All Data Are Not Equal
Obtaining good training data is the Achilles heel of many ML scientists. Where does one get this type of data? Surprisingly, there are many sources that provide access to thousands of free data sets. Recently, Google launched a search tool to make finding publicly available databases for ML applications easier. But it is important to note that many of these databases are very esoteric—for example, “Leading Anti-aging Facial Brands in the U.S. Sales 2018.” Nonetheless, data sets are becoming more accessible.
However, many databases that are relevant for ML applications have limitations such as the following:
- They might not have precisely what ML researchers are seeking—for example, videos of elderly people crossing a street.
- They might not be tagged appropriately or usefully with the metadata that is necessary for ML use.
- Other ML researchers might have used them over and over again.

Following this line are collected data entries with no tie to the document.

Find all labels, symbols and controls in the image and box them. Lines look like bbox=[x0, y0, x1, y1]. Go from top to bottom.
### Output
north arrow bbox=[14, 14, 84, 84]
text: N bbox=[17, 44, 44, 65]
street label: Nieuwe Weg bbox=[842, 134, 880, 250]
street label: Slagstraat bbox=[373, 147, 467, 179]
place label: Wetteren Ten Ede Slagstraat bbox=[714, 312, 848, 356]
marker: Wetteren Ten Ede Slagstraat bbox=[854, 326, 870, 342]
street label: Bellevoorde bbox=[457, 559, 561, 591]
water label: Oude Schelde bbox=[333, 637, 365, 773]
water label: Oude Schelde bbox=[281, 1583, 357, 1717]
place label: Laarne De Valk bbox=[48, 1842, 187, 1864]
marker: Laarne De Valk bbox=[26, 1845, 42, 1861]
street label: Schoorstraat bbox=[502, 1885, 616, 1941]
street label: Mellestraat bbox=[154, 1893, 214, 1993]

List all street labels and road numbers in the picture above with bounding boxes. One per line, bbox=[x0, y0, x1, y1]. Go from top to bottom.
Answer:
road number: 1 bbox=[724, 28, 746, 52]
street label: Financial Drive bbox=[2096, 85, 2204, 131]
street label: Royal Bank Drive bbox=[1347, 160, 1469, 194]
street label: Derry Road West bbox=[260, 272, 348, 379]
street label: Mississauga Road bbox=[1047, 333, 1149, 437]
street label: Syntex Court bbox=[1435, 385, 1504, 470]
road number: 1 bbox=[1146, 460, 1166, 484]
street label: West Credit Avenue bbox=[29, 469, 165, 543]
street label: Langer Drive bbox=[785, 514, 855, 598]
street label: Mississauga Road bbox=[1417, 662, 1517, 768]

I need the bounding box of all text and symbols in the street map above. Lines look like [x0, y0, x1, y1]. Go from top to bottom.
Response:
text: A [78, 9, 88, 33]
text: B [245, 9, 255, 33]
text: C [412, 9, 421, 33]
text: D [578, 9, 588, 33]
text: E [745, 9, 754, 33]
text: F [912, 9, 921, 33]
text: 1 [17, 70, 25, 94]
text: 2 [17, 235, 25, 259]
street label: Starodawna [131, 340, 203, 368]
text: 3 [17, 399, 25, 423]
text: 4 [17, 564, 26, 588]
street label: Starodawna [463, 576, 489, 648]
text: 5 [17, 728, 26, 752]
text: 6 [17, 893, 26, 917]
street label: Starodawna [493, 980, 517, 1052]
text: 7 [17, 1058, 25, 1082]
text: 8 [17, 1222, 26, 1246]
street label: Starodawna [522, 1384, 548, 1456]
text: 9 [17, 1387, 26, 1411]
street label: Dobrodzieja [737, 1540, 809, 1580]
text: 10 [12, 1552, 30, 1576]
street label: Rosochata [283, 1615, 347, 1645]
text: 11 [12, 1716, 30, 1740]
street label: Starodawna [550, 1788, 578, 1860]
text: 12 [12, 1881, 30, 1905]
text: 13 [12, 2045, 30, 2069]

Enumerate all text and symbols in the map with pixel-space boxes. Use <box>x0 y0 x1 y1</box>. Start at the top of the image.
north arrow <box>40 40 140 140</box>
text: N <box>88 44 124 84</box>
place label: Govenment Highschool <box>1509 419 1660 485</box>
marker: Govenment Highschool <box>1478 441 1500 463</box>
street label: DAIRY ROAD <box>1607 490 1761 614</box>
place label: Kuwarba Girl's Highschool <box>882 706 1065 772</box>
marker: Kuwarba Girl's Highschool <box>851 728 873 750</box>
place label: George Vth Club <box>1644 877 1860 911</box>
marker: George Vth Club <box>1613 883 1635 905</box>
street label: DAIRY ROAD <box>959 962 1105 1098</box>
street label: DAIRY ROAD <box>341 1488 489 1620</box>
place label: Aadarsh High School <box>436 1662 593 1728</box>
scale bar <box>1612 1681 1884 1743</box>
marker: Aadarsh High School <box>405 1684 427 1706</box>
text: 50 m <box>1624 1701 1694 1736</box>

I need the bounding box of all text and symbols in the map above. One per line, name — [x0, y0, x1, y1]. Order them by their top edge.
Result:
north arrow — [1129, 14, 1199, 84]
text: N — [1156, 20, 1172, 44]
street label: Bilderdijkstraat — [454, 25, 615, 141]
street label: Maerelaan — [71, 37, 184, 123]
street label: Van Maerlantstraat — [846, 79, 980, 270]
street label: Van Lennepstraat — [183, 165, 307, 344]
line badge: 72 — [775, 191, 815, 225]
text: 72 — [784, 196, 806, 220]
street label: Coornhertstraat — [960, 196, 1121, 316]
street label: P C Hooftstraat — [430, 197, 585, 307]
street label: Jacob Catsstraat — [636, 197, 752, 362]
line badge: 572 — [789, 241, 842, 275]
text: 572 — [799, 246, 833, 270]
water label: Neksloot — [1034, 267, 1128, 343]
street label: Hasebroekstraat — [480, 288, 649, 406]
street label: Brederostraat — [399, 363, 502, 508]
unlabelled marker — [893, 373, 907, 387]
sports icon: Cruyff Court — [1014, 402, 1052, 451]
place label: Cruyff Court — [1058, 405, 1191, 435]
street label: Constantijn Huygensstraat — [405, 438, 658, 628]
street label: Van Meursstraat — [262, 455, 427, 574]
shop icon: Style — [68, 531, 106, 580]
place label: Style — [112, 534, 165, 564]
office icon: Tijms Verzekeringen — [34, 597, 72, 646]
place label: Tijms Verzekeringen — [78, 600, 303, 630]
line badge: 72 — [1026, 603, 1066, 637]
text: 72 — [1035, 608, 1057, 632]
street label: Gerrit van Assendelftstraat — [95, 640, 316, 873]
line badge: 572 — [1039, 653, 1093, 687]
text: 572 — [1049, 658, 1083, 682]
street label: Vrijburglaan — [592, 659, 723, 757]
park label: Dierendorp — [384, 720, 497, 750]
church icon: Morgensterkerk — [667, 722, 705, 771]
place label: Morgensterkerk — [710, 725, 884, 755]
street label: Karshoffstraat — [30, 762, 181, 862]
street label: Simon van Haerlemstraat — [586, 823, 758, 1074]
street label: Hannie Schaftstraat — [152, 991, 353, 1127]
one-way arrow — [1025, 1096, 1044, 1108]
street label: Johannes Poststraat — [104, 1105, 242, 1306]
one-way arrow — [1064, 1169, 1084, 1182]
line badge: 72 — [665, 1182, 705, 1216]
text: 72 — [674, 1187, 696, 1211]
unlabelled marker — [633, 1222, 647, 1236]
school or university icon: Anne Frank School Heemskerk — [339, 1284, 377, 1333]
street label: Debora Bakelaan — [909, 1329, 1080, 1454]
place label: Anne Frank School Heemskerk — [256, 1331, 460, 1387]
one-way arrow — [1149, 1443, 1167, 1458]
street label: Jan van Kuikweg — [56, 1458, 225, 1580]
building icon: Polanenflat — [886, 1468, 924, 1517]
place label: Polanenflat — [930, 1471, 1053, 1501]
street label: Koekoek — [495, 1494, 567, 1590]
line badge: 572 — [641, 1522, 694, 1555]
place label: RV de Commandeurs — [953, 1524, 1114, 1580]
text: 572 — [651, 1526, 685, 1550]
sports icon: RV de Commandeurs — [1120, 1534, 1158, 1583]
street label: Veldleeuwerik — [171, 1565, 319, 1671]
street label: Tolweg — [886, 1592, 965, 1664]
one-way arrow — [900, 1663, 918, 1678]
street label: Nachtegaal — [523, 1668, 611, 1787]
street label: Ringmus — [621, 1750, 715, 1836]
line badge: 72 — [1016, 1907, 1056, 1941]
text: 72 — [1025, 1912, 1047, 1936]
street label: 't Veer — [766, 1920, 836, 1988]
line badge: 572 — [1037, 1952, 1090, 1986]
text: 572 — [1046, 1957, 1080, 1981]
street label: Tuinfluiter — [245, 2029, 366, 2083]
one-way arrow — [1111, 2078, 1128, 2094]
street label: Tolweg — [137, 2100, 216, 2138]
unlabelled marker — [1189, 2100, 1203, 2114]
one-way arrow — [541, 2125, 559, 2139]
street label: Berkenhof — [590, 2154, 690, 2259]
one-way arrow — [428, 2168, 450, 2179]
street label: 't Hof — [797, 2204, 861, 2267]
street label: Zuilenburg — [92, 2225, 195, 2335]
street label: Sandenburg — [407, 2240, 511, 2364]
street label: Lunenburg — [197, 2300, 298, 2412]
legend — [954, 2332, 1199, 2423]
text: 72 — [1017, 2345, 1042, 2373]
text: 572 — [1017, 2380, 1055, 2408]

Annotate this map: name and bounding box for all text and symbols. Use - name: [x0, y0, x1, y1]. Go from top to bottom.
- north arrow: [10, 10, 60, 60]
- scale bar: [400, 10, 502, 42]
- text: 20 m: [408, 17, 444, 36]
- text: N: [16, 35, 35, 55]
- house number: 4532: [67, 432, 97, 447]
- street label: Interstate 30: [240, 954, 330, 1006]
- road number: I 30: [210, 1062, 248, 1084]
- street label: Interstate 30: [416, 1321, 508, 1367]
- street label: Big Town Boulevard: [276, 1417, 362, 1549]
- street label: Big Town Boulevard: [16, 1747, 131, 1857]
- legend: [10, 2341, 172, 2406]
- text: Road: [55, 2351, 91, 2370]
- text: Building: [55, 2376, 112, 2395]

- They might not represent a rich, robust sample—for example, a database might not be representative of the population.
- They might lack enough examples.
- They might not be very clean—for example, they could have lots of missing values.
As many researchers often say: All data are not equal. The inherent assumptions and context that are associated with datasets often get overlooked. If scientists do not give sufficient care to a dataset’s hygiene before plugging it into an ML system, the AI might never learn—or worse, could learn incorrectly, as we described earlier. In cases where the quality of the data may be suspect, it’s difficult to know whether an algorithm’s learning is real or accurate. This is a huge risk.
Knowing what we now know about machine learning and the risks and limitations of datasets, how can we mitigate these risks? The answer involves User Experience.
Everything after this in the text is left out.